David Brooks has an interesting column in Tuesday's New York Times. His contention is that, with the new NIE assessment that Iran is not currently a nuclear threat, and the calmer atmosphere in Iraq recently, that the war and terrorism may no longer be the key issues concerning voters. As a result, domestic issues should come to the forefront, a situation that may favor Huckabee and Obama over Rudy and Hillary, in Mr. Brooks' opinion.
"When Wall Street Journal/NBC pollsters asked voters what qualities they were looking for in the next leader, their top three choices were: the ability to work well with leaders of other countries; having strong moral and family values; bringing unity to the country."
He goes on to explain why this favors Obama and Huckabee:
"It’s clear that voters are not only exhausted by the war, they are exhausted by the war over the war. On the Democratic side, Obama captured the mood exactly with his Jefferson-Jackson Day speech of a few weeks ago. In that speech, he asked voters to reject fear, partisanship and textbook politics. He asked them to vote instead on the basis of their aspirations for a new era of national unity. As a result, Obama has pulled ahead in Iowa and approached parity in New Hampshire.
The tragedy of the Republican race is that Mitt Romney and Giuliani, who could have offered a new kind of Republicanism, opted to run as conventional Bush-era Republicans. Now Huckabee has emerged as the fresh alternative. Huckabee is socially conservative, but not a partisan culture warrior. He’s a pragmatic gubernatorial Republican, not a rigid creature of the beltway interest groups."
The latest New York Times/CBS poll shows that none of the Republican candidates are viewed favorably by a majority of Republican voters, and most voters have not made up their mind yet. Huckabee has come from nowhere to now be in close contention with Rudy Guiliani and Mitt Romney.
Among Democrats, however, Hillary Clinton is still strong nationally, with Obama and Edwards seen as less electable, and according to this poll, Clinton is seen as more able to unite the country, contrary to the opinion cited in Mr. Brooks' column.
The NY Times poll also does not support the idea that Iraq is not still highly important:
"More people cite the Iraq war as the most important issue facing the country than cite any other matter, and though 38 percent say the dispatch of extra troops to Iraq this year is working, a majority continue to say that undertaking the war was a mistake."
The economy is another key issue for voters and most feel the country is going in the wrong direction.
So what's going to happen in 2008? We just don't know.
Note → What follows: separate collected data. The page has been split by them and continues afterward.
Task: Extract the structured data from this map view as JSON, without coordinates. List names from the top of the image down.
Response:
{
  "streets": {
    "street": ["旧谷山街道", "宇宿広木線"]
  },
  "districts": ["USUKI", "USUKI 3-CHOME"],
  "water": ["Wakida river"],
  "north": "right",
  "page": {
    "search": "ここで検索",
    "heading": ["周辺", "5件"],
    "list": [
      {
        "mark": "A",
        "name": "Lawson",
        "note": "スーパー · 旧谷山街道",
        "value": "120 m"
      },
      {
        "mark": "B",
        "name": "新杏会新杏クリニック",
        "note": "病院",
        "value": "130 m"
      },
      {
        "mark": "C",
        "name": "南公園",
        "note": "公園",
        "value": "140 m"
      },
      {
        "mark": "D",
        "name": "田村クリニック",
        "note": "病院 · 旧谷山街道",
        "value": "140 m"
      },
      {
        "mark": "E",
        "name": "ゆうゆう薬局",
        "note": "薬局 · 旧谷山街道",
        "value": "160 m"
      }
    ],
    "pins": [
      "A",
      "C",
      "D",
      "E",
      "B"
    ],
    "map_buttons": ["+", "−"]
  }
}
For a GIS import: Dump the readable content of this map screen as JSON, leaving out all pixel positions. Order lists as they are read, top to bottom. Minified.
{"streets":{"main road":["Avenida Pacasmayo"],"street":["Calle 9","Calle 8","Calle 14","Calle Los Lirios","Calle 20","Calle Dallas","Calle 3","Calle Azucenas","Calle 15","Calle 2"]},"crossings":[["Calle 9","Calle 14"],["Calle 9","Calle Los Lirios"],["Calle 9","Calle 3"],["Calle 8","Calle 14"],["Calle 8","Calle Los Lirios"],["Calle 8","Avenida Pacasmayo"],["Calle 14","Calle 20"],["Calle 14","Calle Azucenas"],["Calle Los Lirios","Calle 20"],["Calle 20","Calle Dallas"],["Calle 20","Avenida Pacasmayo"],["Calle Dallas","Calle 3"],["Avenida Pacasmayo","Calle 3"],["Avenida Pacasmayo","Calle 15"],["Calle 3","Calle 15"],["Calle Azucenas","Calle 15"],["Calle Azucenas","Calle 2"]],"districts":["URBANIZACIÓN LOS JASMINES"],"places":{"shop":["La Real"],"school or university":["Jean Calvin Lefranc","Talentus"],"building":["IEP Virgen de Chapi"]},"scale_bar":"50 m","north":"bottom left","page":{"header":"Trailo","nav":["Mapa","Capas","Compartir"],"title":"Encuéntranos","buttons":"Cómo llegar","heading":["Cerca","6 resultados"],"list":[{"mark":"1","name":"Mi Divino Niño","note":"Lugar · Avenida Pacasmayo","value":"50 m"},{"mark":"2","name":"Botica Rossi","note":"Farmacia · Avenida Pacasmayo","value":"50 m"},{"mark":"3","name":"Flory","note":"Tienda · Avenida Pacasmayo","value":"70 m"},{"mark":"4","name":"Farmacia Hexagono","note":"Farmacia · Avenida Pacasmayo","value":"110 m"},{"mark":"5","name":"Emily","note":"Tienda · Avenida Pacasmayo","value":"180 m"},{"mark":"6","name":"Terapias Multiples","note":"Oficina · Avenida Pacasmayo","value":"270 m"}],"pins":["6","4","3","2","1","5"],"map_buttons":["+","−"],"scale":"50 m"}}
Voters are obviously divided on their priorities and anything can still happen to shift them one way or another between now and election day.
One thing that may seem comforting to Democrats: Democratic voters tend to view the Democratic candidates more favorably than the Republican voters do theirs.
"Mrs. Clinton is viewed favorably by 68 percent of Democrats, followed by Mr. Obama, viewed favorably by 54 percent. Mr. Edwards is viewed favorably by 36 percent.
On the Republican side, in contrast, Mr. Giuliani is viewed favorably most frequently, and that is by only 41 percent. Senator John McCain is viewed favorably by 37 percent, and Mr. Romney by 36 percent. Mr. Huckabee is viewed favorably by 30 percent, and 60 percent say they do not know enough about him to offer an opinion, suggesting that he may be vulnerable to the kind of attacks that his opponents have already been mounting against him.
Seventy-six percent of Republican respondents say they could still change their minds about whom to support, compared with 23 percent who say their decision is firm. Among Democrats, 59 percent say they may change their minds, as against 40 percent who say they have made their decision."
No matter what happens, it looks like it's going to be a long year.